Part I: Foundations of Distributed AI
Chapter 1: What Is Scale-Out AI?

The Six Axes of Distribution

"They asked me to point at the one machine that runs the model. I pointed at the data center and said: yes."

A Coordinator With Too Many Children
Mental model: The Six Axes of Distribution
Mental model. Distribution is not one decision but six: a system can distribute its data, its training, its model, its inference, the coordination of its cluster, and its intelligence. Every later part extends one of these spokes.
Big Picture

A real AI system is rarely distributed along a single dimension; it is spread along several independent axes at once, and naming those axes turns a tangle of frameworks and acronyms into a clean map of the whole field. The previous section established the thesis (distribute the essential work) and proved that one central form of it, the data-parallel gradient, is exact rather than approximate. This section makes the thesis usable. It walks the six axes of distribution one at a time, gives each a crisp definition, anchors each to a named system you can look up today, and points to the part of the book that develops it. The payoff is the realization that the interesting systems, the ones worth a chapter of their own, live exactly where several axes cross.

In Section 1.1 we collected the six axes into Table 1.1.1 and promised a tour. This section delivers it. The organizing claim is simple: every distributed AI system answers some subset of six questions, and each question is owned by one part of this book. Where do the data live and how are they processed? How is the training computation split across workers? How is a single model split across devices? How are predictions served from a fleet? How is the cluster underneath scheduled and kept alive? And how do many semi-autonomous agents reason and coordinate? Hold those six questions in mind and any system you meet, from a nightly recommender retrain to a planet-scale language-model service, decomposes into a position on each axis.

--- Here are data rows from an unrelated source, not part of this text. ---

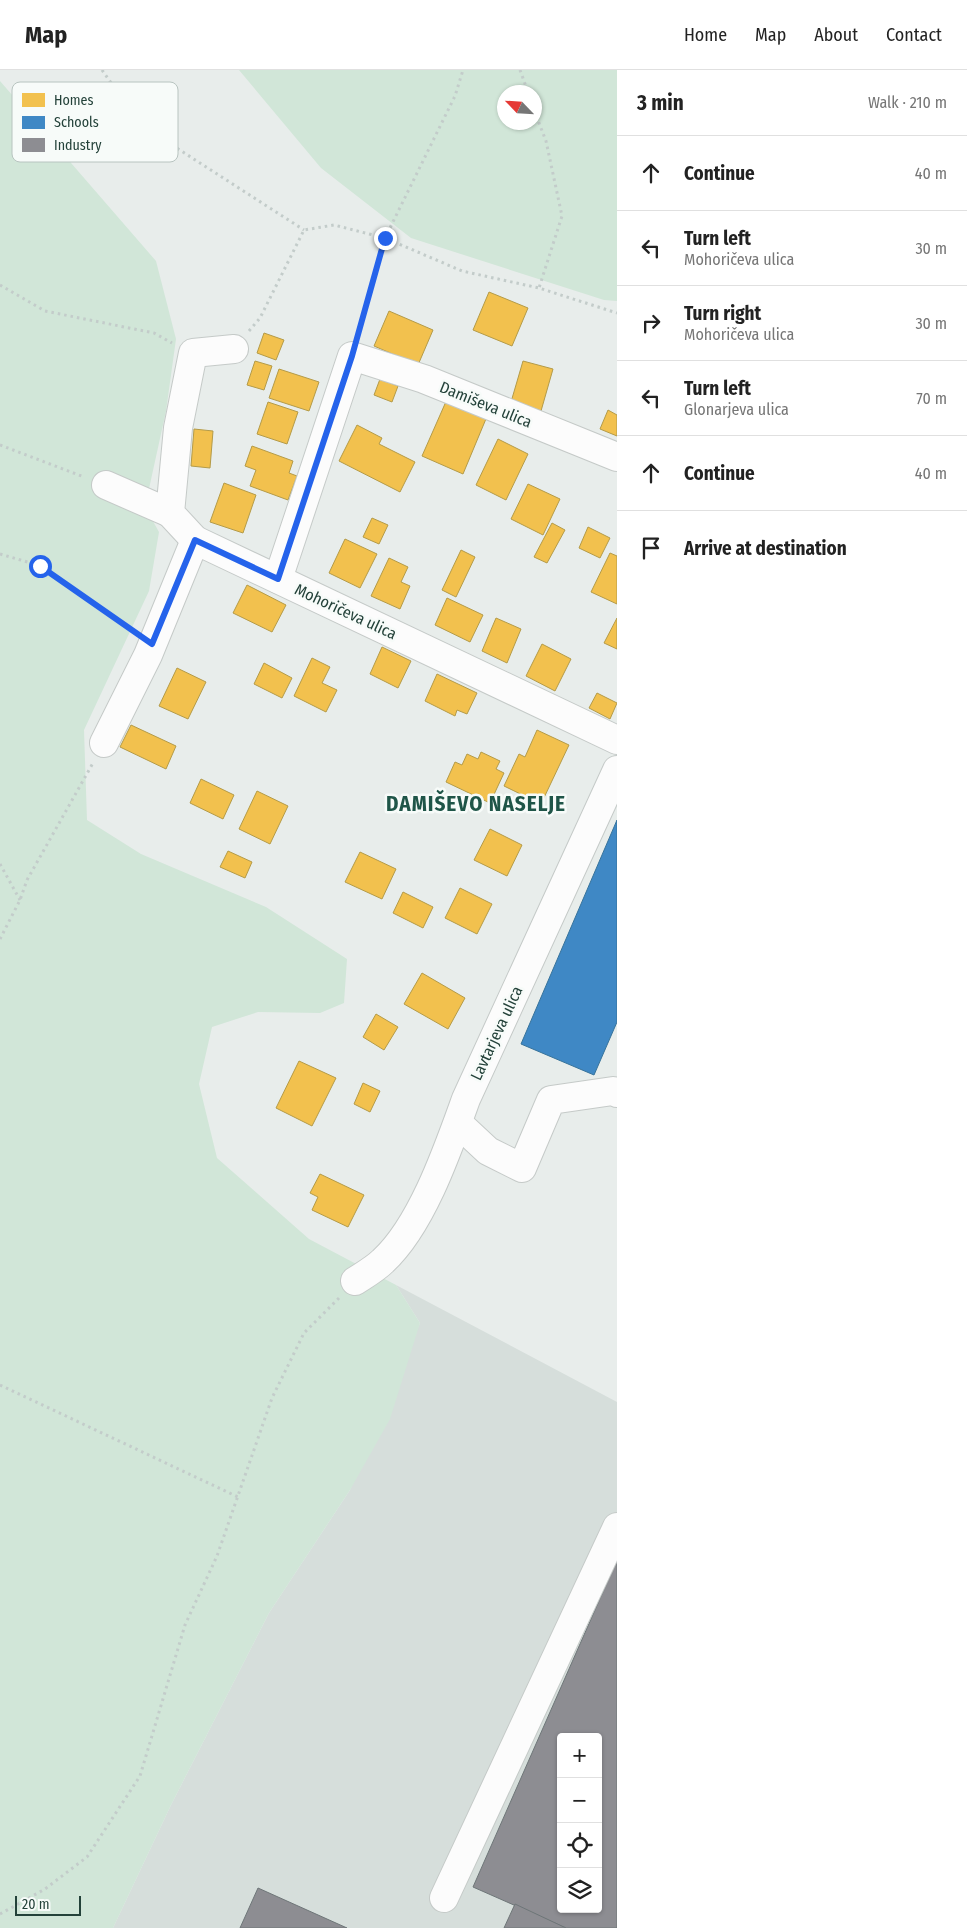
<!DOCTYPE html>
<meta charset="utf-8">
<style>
:root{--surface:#fff;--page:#f6f6f6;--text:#222;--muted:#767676;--line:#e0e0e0}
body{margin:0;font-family:"Fira Sans Condensed",sans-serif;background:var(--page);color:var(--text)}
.controls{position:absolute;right:15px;bottom:15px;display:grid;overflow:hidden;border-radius:5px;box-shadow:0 1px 4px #0004}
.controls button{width:45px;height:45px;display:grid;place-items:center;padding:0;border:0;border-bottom:1px solid var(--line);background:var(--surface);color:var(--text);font:25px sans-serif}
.compass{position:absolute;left:497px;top:15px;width:45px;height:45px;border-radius:50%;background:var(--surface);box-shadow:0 1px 4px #0004;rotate:295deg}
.scale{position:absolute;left:15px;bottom:12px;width:66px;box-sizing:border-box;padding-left:5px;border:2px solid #24423a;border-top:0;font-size:14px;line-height:18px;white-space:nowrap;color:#24423a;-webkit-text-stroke:4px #f7fbf9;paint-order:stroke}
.stop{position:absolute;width:15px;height:15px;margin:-11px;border:4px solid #2563eb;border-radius:50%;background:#fff}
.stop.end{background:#2563eb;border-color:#fff;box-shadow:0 1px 5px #0008}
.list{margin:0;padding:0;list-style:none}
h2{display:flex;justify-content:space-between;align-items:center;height:65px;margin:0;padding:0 20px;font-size:21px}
h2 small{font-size:16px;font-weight:400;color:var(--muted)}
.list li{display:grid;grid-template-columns:32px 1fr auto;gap:15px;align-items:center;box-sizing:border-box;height:75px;padding:0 20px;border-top:1px solid var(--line)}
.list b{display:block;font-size:19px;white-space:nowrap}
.list p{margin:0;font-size:16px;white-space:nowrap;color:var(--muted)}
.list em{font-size:16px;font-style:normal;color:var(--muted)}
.icon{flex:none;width:28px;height:28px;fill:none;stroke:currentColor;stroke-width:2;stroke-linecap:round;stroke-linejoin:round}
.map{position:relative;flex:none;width:617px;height:1858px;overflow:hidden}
header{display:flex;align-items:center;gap:30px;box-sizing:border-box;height:70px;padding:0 25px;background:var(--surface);border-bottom:1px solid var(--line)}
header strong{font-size:24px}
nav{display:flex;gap:28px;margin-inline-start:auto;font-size:18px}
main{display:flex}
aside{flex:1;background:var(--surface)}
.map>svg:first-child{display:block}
</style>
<header>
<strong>Map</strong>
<nav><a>Home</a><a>Map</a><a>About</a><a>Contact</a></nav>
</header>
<main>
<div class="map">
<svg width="617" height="1858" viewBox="0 0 617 1858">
<rect width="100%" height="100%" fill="#e8edeb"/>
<path fill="#d6dedb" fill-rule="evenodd" d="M396,1215L617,1332V1858H113L171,1735L269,1543L350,1420L420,1253ZM561,1667H598V1839H561Z"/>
<g fill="#d1e6d8" fill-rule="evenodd">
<path d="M239,0H617V231L604,230L411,168L321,98ZM504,22H534V52H504Z"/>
<path d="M0,11L156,191L176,269L166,341L145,437L159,462L149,521L84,660L87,750L141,784L266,837L347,889L344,933L320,943L258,942L212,957L199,1014L217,1088L309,1169L396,1215L420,1253L390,1349L350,1420L269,1543L171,1735L113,1858H0Z"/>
</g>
<g fill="#f2c14e" stroke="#b49b48">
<path d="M489,222L528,238L512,276L473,260Z"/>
<path d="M389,241L433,260L418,295L374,276Z"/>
<path d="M264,263L284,270L276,290L257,283Z"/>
<path d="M255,291L272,296L264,320L247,315Z"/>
<path d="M523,291L553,299L541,341L511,332Z"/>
<path d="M279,299L319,312L309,341L269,328Z"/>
<path d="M380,309L398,316L392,332L374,325Z"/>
<path d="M448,327L488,344L463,404L422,386Z"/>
<path d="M268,332L298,342L287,374L257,364Z"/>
<path d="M608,340L617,345V366L600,359Z"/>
<path d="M357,355L382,368L379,374L415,392L400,422L339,391Z"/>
<path d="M194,359L213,361L210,398L191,396Z"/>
<path d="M498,369L528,384L506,430L476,415Z"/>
<path d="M252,376L293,391L289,403L297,406L288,430L250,416L256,400L245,396Z"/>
<path d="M224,413L256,425L243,463L210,452Z"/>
<path d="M528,414L560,429L543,465L511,449Z"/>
<path d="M372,448L388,455L379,474L363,467Z"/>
<path d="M552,453L565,460L547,493L534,487Z"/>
<path d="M588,457L610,468L600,488L579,478Z"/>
<path d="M345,469L377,484L360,518L329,503Z"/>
<path d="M461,480L475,487L456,527L442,520Z"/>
<path d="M610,483L617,486V534L591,522Z"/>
<path d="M389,488L408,497L401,512L410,516L400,539L371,526Z"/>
<path d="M247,515L286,535L272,562L233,543Z"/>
<path d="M447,528L483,545L470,572L435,555Z"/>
<path d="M496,548L521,559L507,593L482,581Z"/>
<path d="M617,548V579L604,573Z"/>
<path d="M542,574L571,589L555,621L526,606Z"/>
<path d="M382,577L411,591L398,618L370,604Z"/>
<path d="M312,588L330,597L322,613L337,620L326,642L294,626Z"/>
<path d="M264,593L292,608L282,628L254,614Z"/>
<path d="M177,598L206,612L188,649L159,636Z"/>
<path d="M437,604L477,623L467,644L457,640L455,646L425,631Z"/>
<path d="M597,623L617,633L610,649L589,638Z"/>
<path d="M131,655L176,676L166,699L120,677Z"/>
<path d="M537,660L569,675L541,734L504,716L519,684L525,687Z"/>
<path d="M481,682L500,691L496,699L504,703L490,733L446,712L455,692L462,695L467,684L478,689Z"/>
<path d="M201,709L234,725L223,749L190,733Z"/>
<path d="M257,721L288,736L270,774L239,759Z"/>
<path d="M490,759L522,775L507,806L474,790Z"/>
<path d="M228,781L252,792L245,808L220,797Z"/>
<path d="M360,782L396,799L382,829L345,812Z"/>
<path d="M460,818L492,834L477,864L445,848Z"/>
<path d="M403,822L433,837L423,858L393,843Z"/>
<path d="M422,903L465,928L448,959L404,934Z"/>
<path d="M376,944L398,957L384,980L363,967Z"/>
<path d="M299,991L336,1008L312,1056L276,1038Z"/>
<path d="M363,1013L380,1021L370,1042L354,1034Z"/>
<path d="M320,1104L364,1125L348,1157L312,1140L318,1127L310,1123Z"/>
</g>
<path fill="#3f88c5" stroke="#37739b" d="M617,750V952L594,1005L521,974Z"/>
<g fill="#8d8d92" stroke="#6e7678" fill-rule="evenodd">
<path d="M617,1490V1858H566L473,1817ZM561,1667H598V1839H561Z"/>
<path d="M258,1818L347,1858H240Z"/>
<path d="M515,1834L566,1858H504Z"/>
</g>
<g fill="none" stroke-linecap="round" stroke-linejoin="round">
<g stroke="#c5cac8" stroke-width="30">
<g id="minor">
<path d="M106,415L170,443"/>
<path d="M195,470L170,443L178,358L193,283L234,279"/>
<path d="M278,509L352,286L424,309L617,387"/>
<path d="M104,673L148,585L195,470L617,670"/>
<path d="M458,1053L488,1081L522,1098L551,1030L613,1021L617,1023"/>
<path d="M355,1211C364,1205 375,1199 383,1191C422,1155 448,1079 466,1029L617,700"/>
<path d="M444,1828L617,1457"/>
</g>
</g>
<g stroke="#c3ccca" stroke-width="3" stroke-dasharray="2.5 4" stroke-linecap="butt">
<path d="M102,0L141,55L304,160"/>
<path d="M520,0L528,22"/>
<path d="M534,40L546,71L562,146L539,218"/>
<path d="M0,215L45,241L154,263L172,273"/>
<path d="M249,261L260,248L304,160L334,155L385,168L462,201L539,218L617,243"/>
<path d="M358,263L385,168L455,26L463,0"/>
<path d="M0,375L84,407"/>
<path d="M0,484L41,496L132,561"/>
<path d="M0,794L20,830"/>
<path d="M0,869L20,830L27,810L93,693"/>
<path d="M0,1315L238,1427"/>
<path d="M0,1844L45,1819L87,1787L140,1706L185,1555L217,1486L272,1328L304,1263L339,1228"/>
</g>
<use href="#minor" stroke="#fcfcfc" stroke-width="28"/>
</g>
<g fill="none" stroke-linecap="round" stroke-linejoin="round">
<path stroke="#2563eb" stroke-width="6" d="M40,496L152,574L195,470L278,509L352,286L385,168"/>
</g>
<g text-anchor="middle" stroke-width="5" stroke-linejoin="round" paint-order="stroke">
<g font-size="16" fill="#24423a" stroke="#f7fbf9">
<text transform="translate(486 334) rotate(22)" y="6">Damiševa ulica</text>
<text transform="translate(346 541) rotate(25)" y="6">Mohoričeva ulica</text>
<text transform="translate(496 963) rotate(-65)" y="6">Lavtarjeva ulica</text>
</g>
<g font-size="21" font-weight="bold" letter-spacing="1" fill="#1f5548" stroke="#f7fbf9">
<text x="476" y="741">DAMIŠEVO NASELJE</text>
</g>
</g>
<rect x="12" y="12" width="166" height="80" rx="8" fill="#f7fbf9" stroke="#b8c4c0" stroke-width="1"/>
<rect x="22" y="23" width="23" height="14" fill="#f2c14e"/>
<rect x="22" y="46" width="23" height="13" fill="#3f88c5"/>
<rect x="22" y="68" width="23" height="14" fill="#8d8d92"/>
<g font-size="14" fill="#24423a">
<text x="54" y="35">Homes</text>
<text x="54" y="57">Schools</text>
<text x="54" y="80">Industry</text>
</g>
</svg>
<div class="controls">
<button>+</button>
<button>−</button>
<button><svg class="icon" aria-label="locate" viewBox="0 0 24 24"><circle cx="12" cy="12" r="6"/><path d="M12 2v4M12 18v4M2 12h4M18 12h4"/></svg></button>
<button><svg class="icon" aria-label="layers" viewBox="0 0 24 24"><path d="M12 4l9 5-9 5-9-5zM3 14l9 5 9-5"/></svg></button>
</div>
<svg class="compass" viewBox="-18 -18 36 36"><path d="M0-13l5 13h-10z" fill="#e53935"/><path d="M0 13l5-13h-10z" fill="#767676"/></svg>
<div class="scale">20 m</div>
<div class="stop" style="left:40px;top:496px"></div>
<div class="stop end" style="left:385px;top:168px"></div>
</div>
<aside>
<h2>3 min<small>Walk · 210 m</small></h2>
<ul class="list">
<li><svg class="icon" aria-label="ahead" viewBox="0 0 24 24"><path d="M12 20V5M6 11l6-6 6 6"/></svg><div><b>Continue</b></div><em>40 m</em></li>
<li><svg class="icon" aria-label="left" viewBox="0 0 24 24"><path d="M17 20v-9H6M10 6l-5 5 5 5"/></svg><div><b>Turn left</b><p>Mohoričeva ulica</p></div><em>30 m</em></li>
<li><svg class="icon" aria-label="right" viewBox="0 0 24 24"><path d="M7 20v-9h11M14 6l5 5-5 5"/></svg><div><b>Turn right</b><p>Mohoričeva ulica</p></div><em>30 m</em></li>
<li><svg class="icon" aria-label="left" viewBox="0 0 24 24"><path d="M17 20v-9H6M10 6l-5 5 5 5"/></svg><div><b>Turn left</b><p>Glonarjeva ulica</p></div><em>70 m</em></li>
<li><svg class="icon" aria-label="ahead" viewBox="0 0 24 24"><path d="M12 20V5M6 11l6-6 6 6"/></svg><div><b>Continue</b></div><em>40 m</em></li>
<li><svg class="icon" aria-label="arrive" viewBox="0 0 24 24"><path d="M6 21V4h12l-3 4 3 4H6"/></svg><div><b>Arrive at destination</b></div></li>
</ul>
</aside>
</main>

The axes are independent in the sense that a system can sit anywhere on each one without constraining the others: a workload can be heavy on data distribution and trivial on model distribution, or the reverse. They are not independent in their consequences, because every axis you activate adds communication and a new way to fail, the two taxes named in Section 1.1. Figure 1.2.1 lays the six axes out as spokes of a single wheel, with the hub reminding us that they share one cluster and one network; the rest of the section walks the spokes in turn.

one cluster, one network Distribute data Part II Distribute training Part III Distribute the model Part IV Distribute inference Part V Coordinate the cluster Parts I and VII Distribute intelligence Part VI six axes, one shared substrate; interesting systems light up several at once
Figure 1.2.1: The six axes of distribution as spokes of one wheel. Each spoke is an independent dimension a system can sit on; the hub is the single cluster and network they all share and contend for. A trivial system lights up one spoke; a foundation-model pipeline lights up nearly all of them, which is the subject of Section 5 below.

1. Distribute Data Beginner

The first axis answers the question: how do we store and process datasets that exceed the memory, and often the disk, of any single machine? To distribute data is to partition a dataset into shards spread across many nodes, then to express computation as operations that run locally on each shard and exchange only what must cross machine boundaries. The defining move is to bring the computation to the data rather than pulling terabytes to one place, because moving petabytes across a network is the slowest thing a cluster can do.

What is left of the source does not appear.